Does it have a similar concept (SCN) or does WAL imply a completely different way?


Thanks in advance
Thomas

Re: How is statement level read consistency implemented?

From

"Pavan Deolasee"

Date:

22 April 2008, 10:57:25

On Tue, Apr 22, 2008 at 4:11 PM, Thomas Kellerer <spam_eater@gmx.net> wrote:
>
>
>  I am interested in the technical details on how PG determines that a block
> needs to be read from from "some other place than the data block" because
> another transaction has updated the data block.
>

Postgres uses MVCC for transaction consistency. When a row is updated,
a new copy of the row is created and the old version is marked for
deletion (though its not removed immediately). The old readers
continue to read from the old copy whereas new transactions see the
new copy. This is all managed by XMIN and XMAX which are transaction
ids of the inserting and deleting transactions respectively and
control the visibility of the different versions.

If you want to understand MVCC, please see this excellent
documentation by Tom Lane:
http://www.postgresql.org/files/developer/transactions.pdf

Thanks,
Pavan

--
Pavan Deolasee
EnterpriseDB http://www.enterprisedb.com

Re: How is statement level read consistency implemented?

From

Martijn van Oosterhout

Date:

22 April 2008, 11:07:46

On Tue, Apr 22, 2008 at 12:41:08PM +0200, Thomas Kellerer wrote:
> I'm referring to the scenario that Tom Kyte describes here:
> www.oracle.com/technology/oramag/oracle/05-nov/o65asktom.html
> and how PG would detect that row 342,023 has been modified by a different
> transaction (and thus reads the correct value, unlike "the other database")

Check the docs, but the basic ideas are:
- Every transaction has a transaction ID and a snapshot which
identifies the transactions whose results it is allowed to see.
- Every row has a start and end transaction ID which identifes who
created it and who deleted it.
- Each row also has a ctid pointer which points to the newer version of
that row.

What will happen in this case is that the updating transaction will
duplicate the row, setting the end xid of the old version and the
start xid of the new version to its own xid. Any parallel scan will see
either the new version or the old version depending on its snapshot.

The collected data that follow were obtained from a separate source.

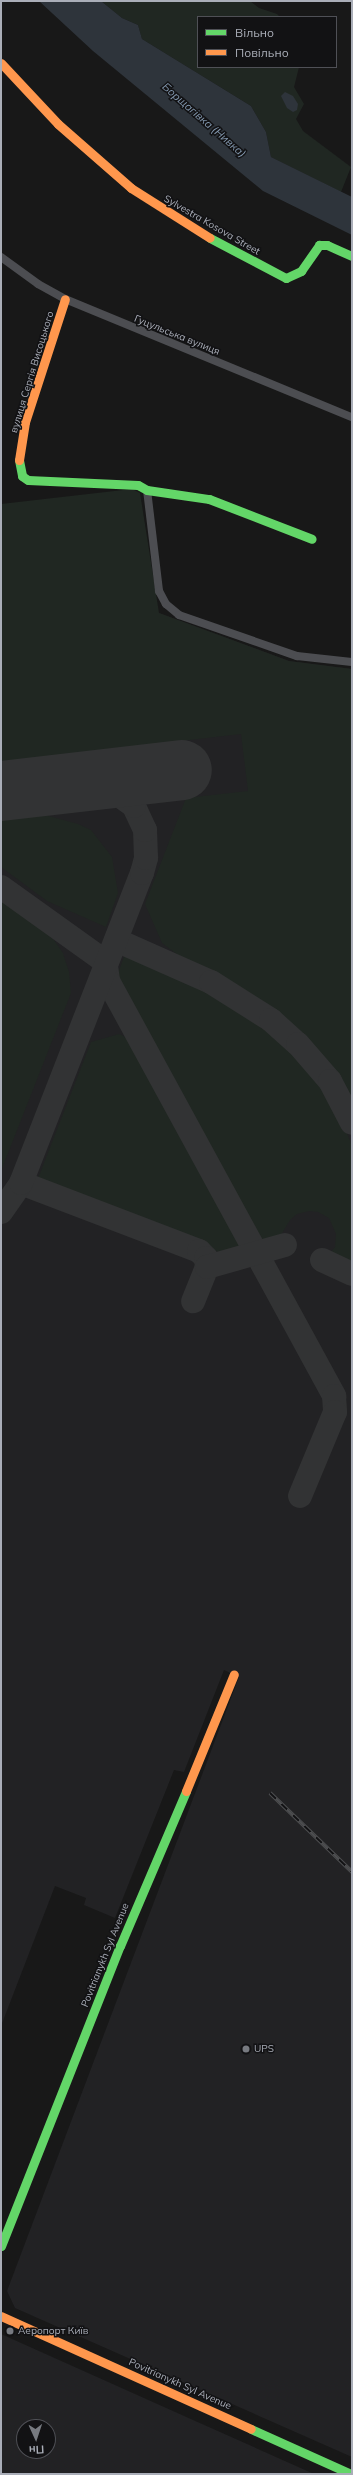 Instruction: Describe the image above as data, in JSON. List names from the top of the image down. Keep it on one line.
{"streets":{"street":["Sylvestra Kosova Street","Гуцульська вулиця","вулиця Сергія Висоцького","Povitrianykh Syl Avenue"]},"crossings":[["Гуцульська вулиця","вулиця Сергія Висоцького"]],"water":["Борщагівка (Нивка)"],"places":["UPS","Аеропорт Київ"],"legend":["Вільно","Повільно"],"north":"bottom"} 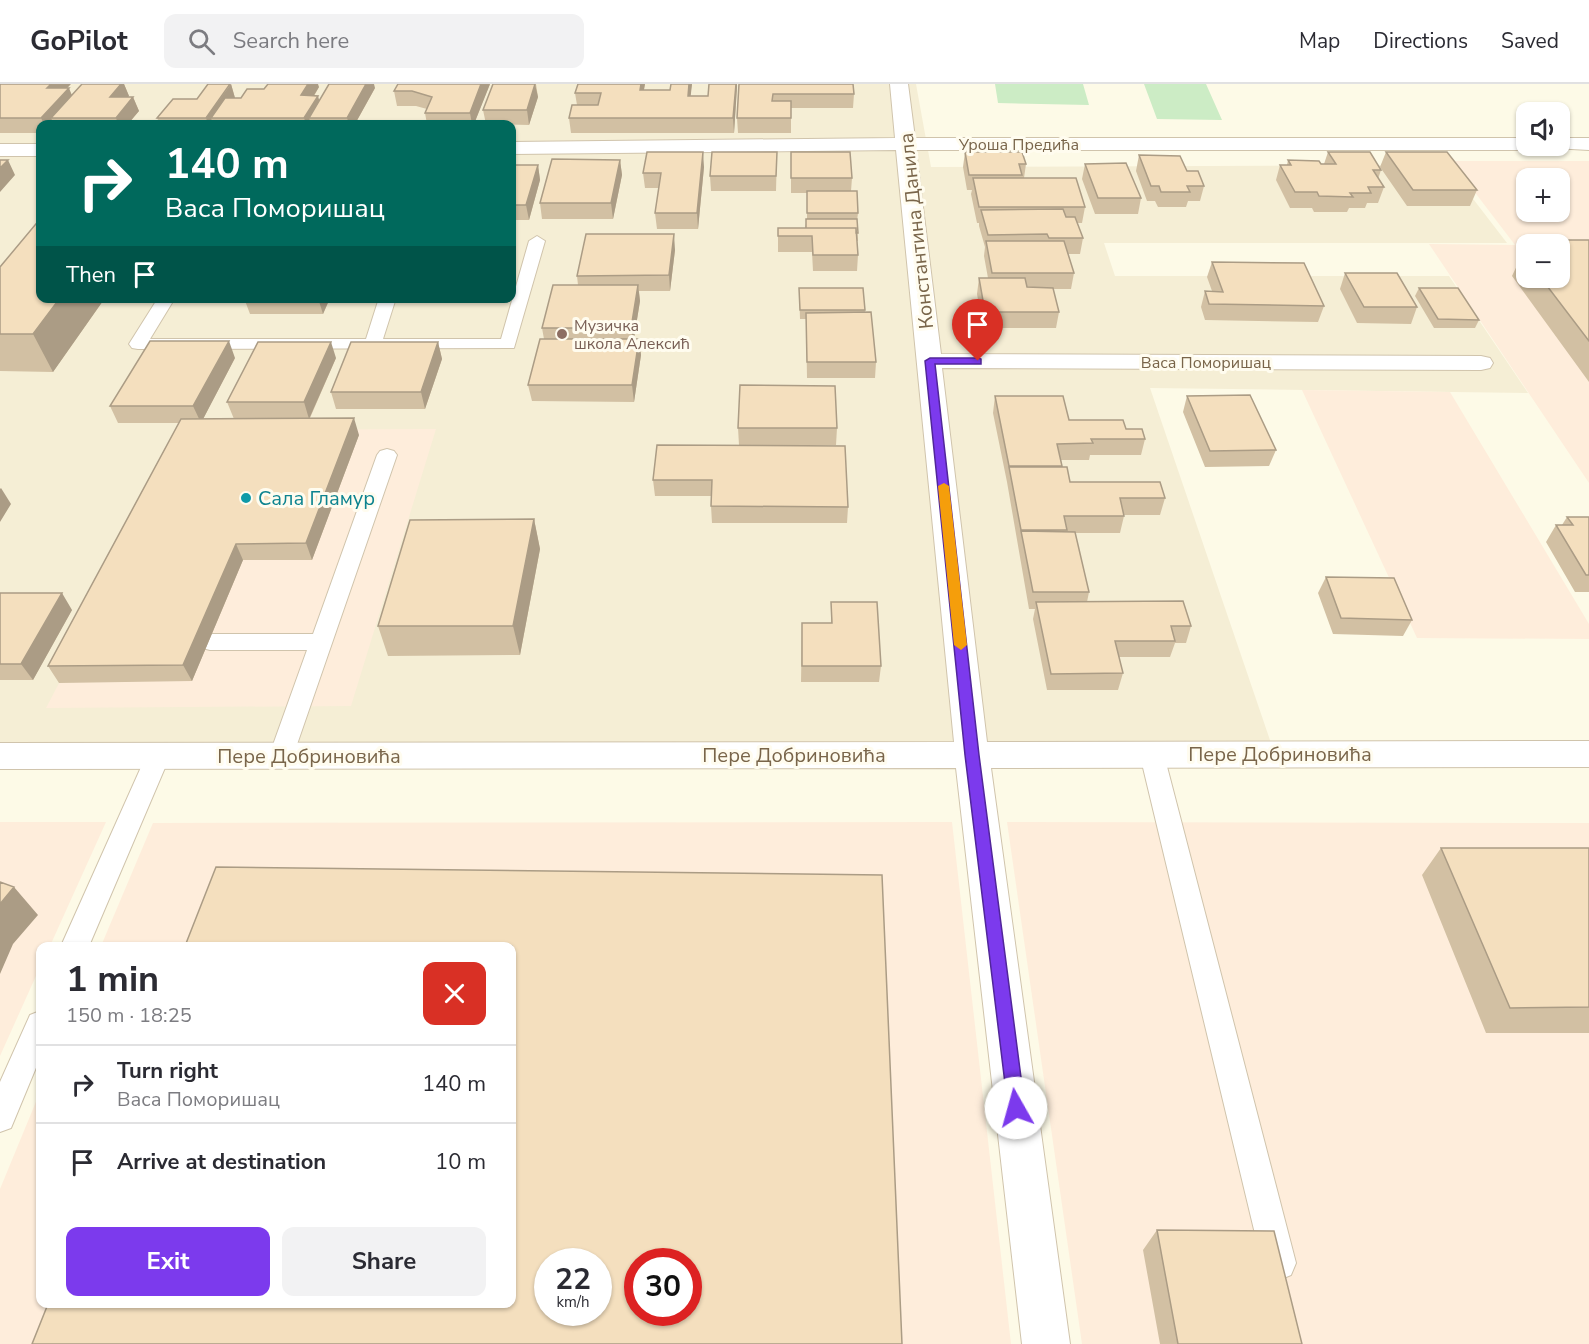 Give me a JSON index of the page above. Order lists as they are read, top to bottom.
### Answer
{
  "streets": {
    "street": [
      "Уроша Предића",
      "Константина Данила",
      "Васа Поморишац",
      "Пере Добриновића"
    ]
  },
  "crossings": [
    ["Уроша Предића", "Константина Данила"],
    ["Константина Данила", "Васа Поморишац"],
    ["Константина Данила", "Пере Добриновића"]
  ],
  "places": ["Музичка школа Алексић", "Сала Гламур"],
  "page": {
    "header": "GoPilot",
    "search": "Search here",
    "nav": ["Map", "Directions", "Saved"],
    "map_buttons": ["+", "−"],
    "turn": ["140 m", "Васа Поморишац"],
    "then": "Then",
    "heading": ["1 min", "150 m · 18:25"],
    "list": [
      {
        "name": "Turn right",
        "note": "Васа Поморишац",
        "value": "140 m"
      },
      {
        "name": "Arrive at destination",
        "value": "10 m"
      }
    ],
    "buttons": ["Exit", "Share"],
    "speed": "22 km/h",
    "limit": "30"
  }
}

If you end up trying to update a row someone else updated in the
meantime, the ctid is followed to the new version, the tuple is
retested for matching and then updated.

See http://www.postgresql.org/docs/8.3/interactive/mvcc.html

Have a nice day,
--
Martijn van Oosterhout   <kleptog@svana.org>   http://svana.org/kleptog/
> Please line up in a tree and maintain the heap invariant while
> boarding. Thank you for flying nlogn airlines.

Attachment

signature.asc

Re: How is statement level read consistency implemented?

From

Thomas Kellerer

Date:

22 April 2008, 11:11:25

Pavan Deolasee, 22.04.2008 12:57:
> On Tue, Apr 22, 2008 at 4:11 PM, Thomas Kellerer <spam_eater@gmx.net> wrote:
>>
>>  I am interested in the technical details on how PG determines that a block
>> needs to be read from from "some other place than the data block" because
>> another transaction has updated the data block.
>>
> Postgres uses MVCC for transaction consistency. When a row is updated,
> a new copy of the row is created and the old version is marked for
> deletion (though its not removed immediately). The old readers
> continue to read from the old copy whereas new transactions see the
> new copy. This is all managed by XMIN and XMAX which are transaction
> ids of the inserting and deleting transactions respectively and
> control the visibility of the different versions.
>
> If you want to understand MVCC, please see this excellent
> documentation by Tom Lane:
> http://www.postgresql.org/files/developer/transactions.pdf

The xmin, xmax info is basically what I was looking for.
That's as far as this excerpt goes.